Problem:
Please show every line from the entries that carries the word "halo".

Given entries:
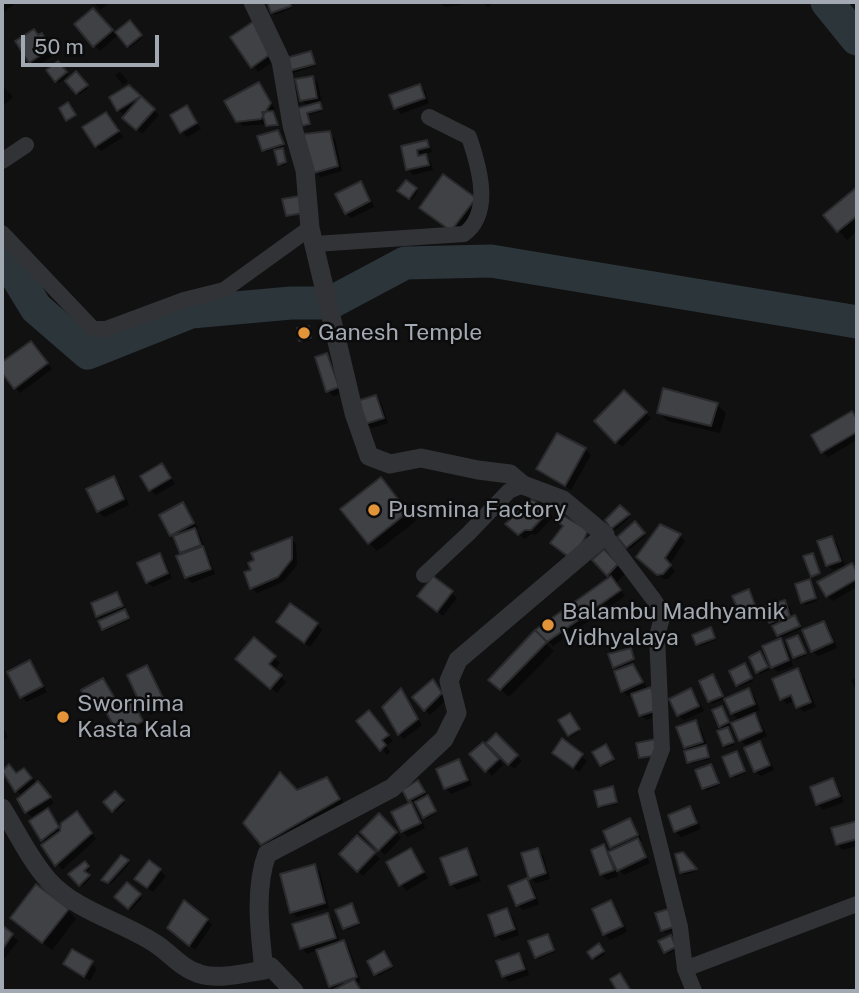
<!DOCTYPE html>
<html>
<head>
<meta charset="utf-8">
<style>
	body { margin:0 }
	#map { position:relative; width:859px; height:993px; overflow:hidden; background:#111112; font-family:"Public Sans",sans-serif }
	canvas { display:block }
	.frame { position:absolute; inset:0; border:4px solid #a3a9b2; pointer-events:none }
	.scale { position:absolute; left:21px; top:35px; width:138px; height:32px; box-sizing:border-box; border:4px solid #a3a9b2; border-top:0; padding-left:9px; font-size:21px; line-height:24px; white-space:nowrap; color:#a3a9b2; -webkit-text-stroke:5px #0c0c0d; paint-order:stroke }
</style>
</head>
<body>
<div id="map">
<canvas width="859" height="993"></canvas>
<div class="frame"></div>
<div class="scale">50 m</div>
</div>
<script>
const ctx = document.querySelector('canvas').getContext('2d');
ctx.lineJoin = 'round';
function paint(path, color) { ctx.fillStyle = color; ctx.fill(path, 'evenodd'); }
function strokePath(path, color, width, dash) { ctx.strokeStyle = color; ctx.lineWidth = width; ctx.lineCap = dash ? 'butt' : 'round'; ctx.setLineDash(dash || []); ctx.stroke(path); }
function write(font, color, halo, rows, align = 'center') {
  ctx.font = font + ' "Public Sans",sans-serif'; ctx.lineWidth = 5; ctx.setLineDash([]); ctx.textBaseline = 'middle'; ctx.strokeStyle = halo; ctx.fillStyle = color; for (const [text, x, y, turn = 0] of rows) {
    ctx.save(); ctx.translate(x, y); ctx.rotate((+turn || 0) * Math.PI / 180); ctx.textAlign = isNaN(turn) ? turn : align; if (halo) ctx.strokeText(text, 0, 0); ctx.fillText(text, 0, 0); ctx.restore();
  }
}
const shadow = new Path2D(`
	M2,2H18L2,13Z
	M93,2H110L100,10Z
	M269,2H290L292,8L275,15Z
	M439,2H466L467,4L445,7Z
	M483,2H493L488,7Z
	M99,15L115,34L130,22L142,38L130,48L119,34L100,51L77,24Z
	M41,35L55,54L36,67L30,62Z
	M233,38L279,57L258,72Z
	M310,53L316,66L293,73L291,70Z
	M58,63L68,75L59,83L49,71Z
	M120,72L128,81L123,85L115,75Z
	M76,74L88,88L79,95L68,81Z
	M312,77L318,83L322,103H319L323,111L308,115L311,126L306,127L304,125L308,107L302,100Z
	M259,84L275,109L273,113L279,126L270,127L267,124L243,126L237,121Z
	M2,85L13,97L2,107Z
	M420,86L425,91L429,103L401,114L396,108Z
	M129,87L159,115L142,134L119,110Z
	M186,107L201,129L187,137L182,132Z
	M106,114L123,137L101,151L96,146Z
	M278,132L285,146L280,148L284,152L287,164L282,166L275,149L266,152L263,150Z
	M329,133L335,139L342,171L321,177L315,172Z
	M426,142L433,152L424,154L431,162L433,170L413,175L408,169L403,148Z
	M444,177L483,207L460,238L421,208Z
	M360,183L366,189L374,207L351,218L346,213Z
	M416,189L418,191L412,200L402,193Z
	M857,190V231L847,240L825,215Z
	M308,328L312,340L303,342L301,340Z
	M30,343L52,369L20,393L2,370V365Z
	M327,355L332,360L343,393L333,396L328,391Z
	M624,393L651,418L622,447L597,421Z
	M376,397L381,402L388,423L372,428L366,423Z
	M717,405L726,413L720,433L668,421L659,413Z
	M852,413L857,418V440L828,457L823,452Z
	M557,435L585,449L591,455L571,490L538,469Z
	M162,465L175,484L156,495L151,490Z
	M113,478L119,483L129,505L104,517L98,511Z
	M389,488L416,521L377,551L369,543Z
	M533,501L553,517L536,535L531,534L525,539L512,529Z
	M183,504L198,528L195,530L200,535L215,574L192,583L186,577L182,555L176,539L171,534Z
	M620,508L630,517L615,530L607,520Z
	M635,523L646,536L630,549L620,537Z
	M660,526L680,536L685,541L669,565L675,571L668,579H664L644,562Z
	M832,538L837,543L845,566L833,570L827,565Z
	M291,539L296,544L297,565L283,582L257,593L252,588L253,570Z
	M604,551L625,574L616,583L625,596L553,646L545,637L542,640L554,651L509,697L491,680L535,632L541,638L543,635L538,630L611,578L594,560Z
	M159,555L165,561L172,578L153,587L147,582Z
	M852,565L857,571V587L833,601L827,596Z
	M434,578L457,598L443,616L425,601Z
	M809,581L817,601L805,605L797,585Z
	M117,594L122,600L130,620L105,631L103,621L98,616Z
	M751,594L756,607L742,613L740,611Z
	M784,602L790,607L793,618L797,620L801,629L780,638L770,622Z
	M824,623L829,628L837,648L818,656L812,651Z
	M317,624L322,630L310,647L283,627Z
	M711,630L716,640L700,646L698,644Z
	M798,637L807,655L797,659L795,657Z
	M254,639L280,663L274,670L286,682L277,693L243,664Z
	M780,640L786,646L793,666L778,672L772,667Z
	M630,649L635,661L618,668L619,671L633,666L638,671L662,715L646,720L640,715L633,694L628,696L623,691L619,671L615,667Z
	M762,655L769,670L760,674L758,672Z
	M30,662L35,668L47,692L27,702L22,697Z
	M747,667L753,681L740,687L737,685Z
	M147,668L152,673L168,706L150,715L145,709L129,676Z
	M797,671L803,676L816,707L803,712L795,701L787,704L782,699Z
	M857,677V692L851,680Z
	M715,679L724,699L712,704L701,681Z
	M103,680L118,703L98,714L83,691Z
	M433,682L446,700L430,715L425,709Z
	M748,690L754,696L760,710L752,713L760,721L767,736L746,745L740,740V721L732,714Z
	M401,691L422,725L404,739L399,734Z
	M691,691L696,696L704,711L684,720L678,715Z
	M130,700L147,727L126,739L120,734Z
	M724,711L730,725L725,727L730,731L735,745L726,748L724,745V730L720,726Z
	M572,717L580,731L571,737L560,721Z
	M374,718L393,741L386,746L390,752L387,755L382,749Z
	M695,722L701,728L711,759L691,764L689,762V751L685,747Z
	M2,723L8,738L2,740Z
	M496,736L522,761L514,769L493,747L491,749L503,765L492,776L472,754L486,746Z
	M562,741L587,761L579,772L559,758Z
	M760,743L765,749L774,770L761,776L755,771Z
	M608,749L615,761L603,767L601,765Z
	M738,755L746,773L734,778L731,776Z
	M459,761L464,766L472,785L451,794L446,788Z
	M711,766L720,785L706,791L697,771Z
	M23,770L43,788L54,803L46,808L61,828L82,818L96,839L62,870L44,846L47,844L43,840V814L41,811L32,817L26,812L22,796L17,791V774Z
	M327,779L335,788L347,808L270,853L262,844L297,792Z
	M832,780L838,786L844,802L823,810L818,804Z
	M420,785L437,813L426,819L416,800L412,802L404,791Z
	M612,788L618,804L602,808L600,806Z
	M115,793L125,803L115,812L106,802Z
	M410,804L416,809L425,828L408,837L402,831Z
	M690,808L695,814L701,829L681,837L675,831Z
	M379,815L401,838L385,855L362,832Z
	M629,820L635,826L642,841L639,842L650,863L624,875L614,865L618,876L607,880L601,874L604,847L610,853L616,850L612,847Z
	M857,823V846L843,850L837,844Z
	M357,837L380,859L363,876L341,854Z
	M410,850L428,878L406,891L388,863Z
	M466,850L472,856L481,881L457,890L452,884Z
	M537,850L543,855L550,879L536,883L531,878Z
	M682,854L697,871L684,875L682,873Z
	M121,857L130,863L111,884L105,882Z
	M149,862L166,876L153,892L142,884Z
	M85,863L90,869L85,873L91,878L83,886L70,875Z
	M314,866L320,872L329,908L297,917L291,912Z
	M526,880L532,885L539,904L523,910L518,905Z
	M127,884L142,898L131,910L116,897Z
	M611,902L616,907L627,932L610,940L605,934Z
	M353,907L360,925L347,930L345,928Z
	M68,910L76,919L52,950L12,918Z
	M507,910L512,915L519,935L502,941L496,935Z
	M327,914L333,920L340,944L343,942L349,948L361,982L356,984L361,991H335L330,986L318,950L307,954L302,948Z
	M657,914L675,930L665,933Z
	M207,920L212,925L195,950L175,933Z
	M2,927L18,941L5,958L2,956Z
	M549,938L555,952L538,959L536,957Z
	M673,939L677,950L667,954L665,952Z
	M601,948L605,954L596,960L589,952Z
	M73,952L97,968L90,981L65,964Z
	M386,955L393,968L378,976L369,962Z
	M518,955L524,960L529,975L509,982L504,976Z`);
const river = new Path2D(`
	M827,2L857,39
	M2,252L36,308L88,353L191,312L291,303H330L405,263L491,261L857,322`);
const building = new Path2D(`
	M267,2H290L291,6L271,13Z
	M93,8L113,30L93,47L74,24Z
	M130,20L142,35L127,47L115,32Z
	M254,21L275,51L251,68L230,37Z
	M34,29L38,35L42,33L51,48L29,63L15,41Z
	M311,51L315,64L289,71L286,58Z
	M58,61L67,72L55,82L46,70Z
	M76,71L88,85L76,94L65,81Z
	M313,76L317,98L300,101L295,79Z
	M259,82L271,103L261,119L236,122L224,101Z
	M420,84L425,98L394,109L389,95Z
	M129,85L141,96L117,111L109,97Z
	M141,96L155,109L136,130L122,118Z
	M68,102L76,115L66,121L59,108Z
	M320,102L322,109L307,113L310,124L302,126L298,108Z
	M187,105L197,123L180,133L170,115Z
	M273,111L278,125L266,126L262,112Z
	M106,112L119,131L95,147L82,127Z
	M278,130L284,144L262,151L257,136Z
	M330,131L338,166L314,173L303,134Z
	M427,140L429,147L417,150L418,156L426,154L429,165L406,170L401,146Z
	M283,148L286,162L278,165L274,150Z
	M443,174L476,198L451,231L419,208Z
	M406,180L417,188L409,199L397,191Z
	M361,181L370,201L345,214L335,194Z
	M857,187V216L837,232L823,215Z
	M299,196L303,213L286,216L282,199Z
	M309,326L311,338L299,341L297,328Z
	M31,341L48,363L14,389L2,373V362Z
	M327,353L339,387L326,392L315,357Z
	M663,388L718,403L711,426L657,413Z
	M624,390L647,412L615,443L594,421Z
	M376,395L384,418L365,424L357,401Z
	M852,411L857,419V432L821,453L811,435Z
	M557,433L586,448L565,486L536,469Z
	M162,463L171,478L149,491L140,476Z
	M114,476L124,499L97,512L86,489Z
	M381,477L408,512L368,544L340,509Z
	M532,499L549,511L531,530H525L518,535L505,524Z
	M183,502L194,523L170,536L159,515Z
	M620,505L630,514L611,529L605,520Z
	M564,516L588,530L584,540L570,558L550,543L563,526L557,521Z
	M635,521L645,533L626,548L617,537Z
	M660,524L681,534L665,558L671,565L663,574L657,575L636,557Z
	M195,528L201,545L180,553L173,536Z
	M832,536L841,561L826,566L817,541Z
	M292,537V559L278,577L250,589L244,572L251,570L248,563L254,560L251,553Z
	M203,546L211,569L185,578L176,556Z
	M604,549L618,564L607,576L592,560Z
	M160,553L168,573L146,583L137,563Z
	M813,553L820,573L811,577L803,556Z
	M852,563L857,572V579L826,597L817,582Z
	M433,576L453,591L437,612L417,596Z
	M611,576L621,590L547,642L535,630Z
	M810,579L816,598L801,603L795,584Z
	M749,589L755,605L739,612L732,596Z
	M117,592L123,606L96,617L91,603Z
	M785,600L790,616L769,623L763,607Z
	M290,603L318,623L304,643L276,622Z
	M125,609L129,618L102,630L98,621Z
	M795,615L800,626L777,636L772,626Z
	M824,621L833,642L811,652L802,630Z
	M711,627L715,638L696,645L692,635Z
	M535,630L547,642L500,690L488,680Z
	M798,635L806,653L793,658L786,640Z
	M254,637L276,656L269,664L282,675L270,689L235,659Z
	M781,638L789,660L771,668L762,646Z
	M631,648L634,659L613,668L608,654Z
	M760,651L768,667L756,673L749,657Z
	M30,660L43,686L20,698L7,672Z
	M745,663L752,678L736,686L729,671Z
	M633,664L643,682L621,692L614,671Z
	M147,665L164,700L143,710L127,675Z
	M798,668L811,702L796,708L791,695L780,700L772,679Z
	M713,674L723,696L708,702L699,681Z
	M103,678L114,697L91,709L81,690Z
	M433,679L442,693L424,711L412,697Z
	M651,687L658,710L639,716L631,694Z
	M401,688L418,719L398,735L382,707Z
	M691,688L699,706L677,716L669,699Z
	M749,688L755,704L731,714L724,699Z
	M131,698L143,721L119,735L106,712Z
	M722,706L729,722L719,727L712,710Z
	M369,710L389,735L382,740L386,745L380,751L356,721Z
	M570,713L580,729L568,736L558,720Z
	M755,713L762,731L739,741L731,723Z
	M696,720L703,742L684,748L676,727Z
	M728,727L734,742L723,746L717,731Z
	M496,733L518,755L508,765L486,743Z
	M562,738L583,754L573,768L552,753Z
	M656,739L659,755L639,758L636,743Z
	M760,741L770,765L754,772L744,748Z
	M483,742L499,759L485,772L469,754Z
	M606,744L614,759L600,766L592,752Z
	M706,745L709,757L687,763L684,751Z
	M737,751L745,771L730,777L722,757Z
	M459,759L468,780L444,789L436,769Z
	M9,764L16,773L24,768L32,778L15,792L2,771Z
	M711,764L719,783L702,789L695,770Z
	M280,772L297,790L327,777L340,799L261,845L243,823Z
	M833,778L840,796L816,805L810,787Z
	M418,780L425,792L408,801L402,790Z
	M38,781L51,797L25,813L17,799Z
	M613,786L617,802L598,807L594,791Z
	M115,791L124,800L112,812L103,802Z
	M428,795L436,811L423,818L415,802Z
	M411,802L421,823L401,832L391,812Z
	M690,806L697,823L674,832L668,815Z
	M48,808L59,827L41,841L29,821Z
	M77,811L92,833L55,866L41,845L60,831L61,823Z
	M379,813L397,832L378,851L360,832Z
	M630,818L638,835L610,848L603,831Z
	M857,821V839L836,845L831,828Z
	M357,835L376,852L357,872L339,854Z
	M638,838L646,857L617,871L608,852Z
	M604,844L614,870L600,875L591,850Z
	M411,848L424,872L399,886L386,862Z
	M467,848L477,875L450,885L440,858Z
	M538,848L546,873L529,879L521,853Z
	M683,852L697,869L680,873L675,854Z
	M121,855L129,860L108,883L101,880Z
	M149,860L161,869L147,888L134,879Z
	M85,861L89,866L84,871L90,875L79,886L68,874Z
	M315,864L325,903L290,913L280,874Z
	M527,878L535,898L516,906L508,886Z
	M127,882L141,894L128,909L114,897Z
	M36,884L69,909L42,943L10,918Z
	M184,900L208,919L189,946L167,928Z
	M611,900L623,926L603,935L592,909Z
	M352,903L359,923L343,929L335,910Z
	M507,908L515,929L495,936L488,915Z
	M668,909L674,927L661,931L655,913Z
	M328,913L336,938L300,949L292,924Z
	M2,925L13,934L2,950Z
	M548,934L554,950L535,958L528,941Z
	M671,935L676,947L664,953L658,941Z
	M344,940L357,977L329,987L316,950Z
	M599,943L604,951L592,959L587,952Z
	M72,949L93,961L84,977L63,964Z
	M384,951L392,966L374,975L367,961Z
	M519,953L525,969L502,977L496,961Z
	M620,973L631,991H617L610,979Z
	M354,979L361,991H331Z`);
const minor = new Path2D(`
	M2,161L26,145
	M2,233L93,329H106L184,300L224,290L310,228
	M315,244L464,234C493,213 479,166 469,137L429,117
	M605,535L654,600L663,614L657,636L662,749L646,791L680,927L685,969L694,991
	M424,575L469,533L509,491L523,485
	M685,969L857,904`);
const tertiary = new Path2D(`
	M253,2L281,61L292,125L305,170L310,228L354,413L369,456L390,464L421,458L478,470L510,474L523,485L563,500L605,535L458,660L449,681L457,713L444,739L392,788L267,854C254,889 260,934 264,970
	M2,808C17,832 30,860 49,881C76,911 123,922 156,944C170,953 182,969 200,974C219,980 245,973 264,970L271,967L294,991`);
const markers = [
	[304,333,7,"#e39438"],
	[374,510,7,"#e39438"],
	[548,625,7,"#e39438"],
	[63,717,7,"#e39438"]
];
const poiNames = [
	["Ganesh Temple",318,333],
	["Pusmina Factory",388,510],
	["Balambu Madhyamik",562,612],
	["Vidhyalaya",562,638],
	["Swornima",77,704],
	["Kasta Kala",77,730]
];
paint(shadow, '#0007');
strokePath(river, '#2b353a', 33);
paint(building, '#404145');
strokePath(building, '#2b2b2e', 2);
strokePath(minor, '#323337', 16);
strokePath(tertiary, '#323337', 19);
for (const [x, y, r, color] of markers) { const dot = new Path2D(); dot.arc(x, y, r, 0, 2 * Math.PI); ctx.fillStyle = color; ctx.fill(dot); strokePath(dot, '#0c0c0d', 2.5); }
write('23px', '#a3a9b2', '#0c0c0d', poiNames, 'left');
</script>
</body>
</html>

Answer space:
function write(font, color, halo, rows, align = 'center') {
  ctx.font = font + ' "Public Sans",sans-serif'; ctx.lineWidth = 5; ctx.setLineDash([]); ctx.textBaseline = 'middle'; ctx.strokeStyle = halo; ctx.fillStyle = color; for (const [text, x, y, turn = 0] of rows) {
    ctx.save(); ctx.translate(x, y); ctx.rotate((+turn || 0) * Math.PI / 180); ctx.textAlign = isNaN(turn) ? turn : align; if (halo) ctx.strokeText(text, 0, 0); ctx.fillText(text, 0, 0); ctx.restore();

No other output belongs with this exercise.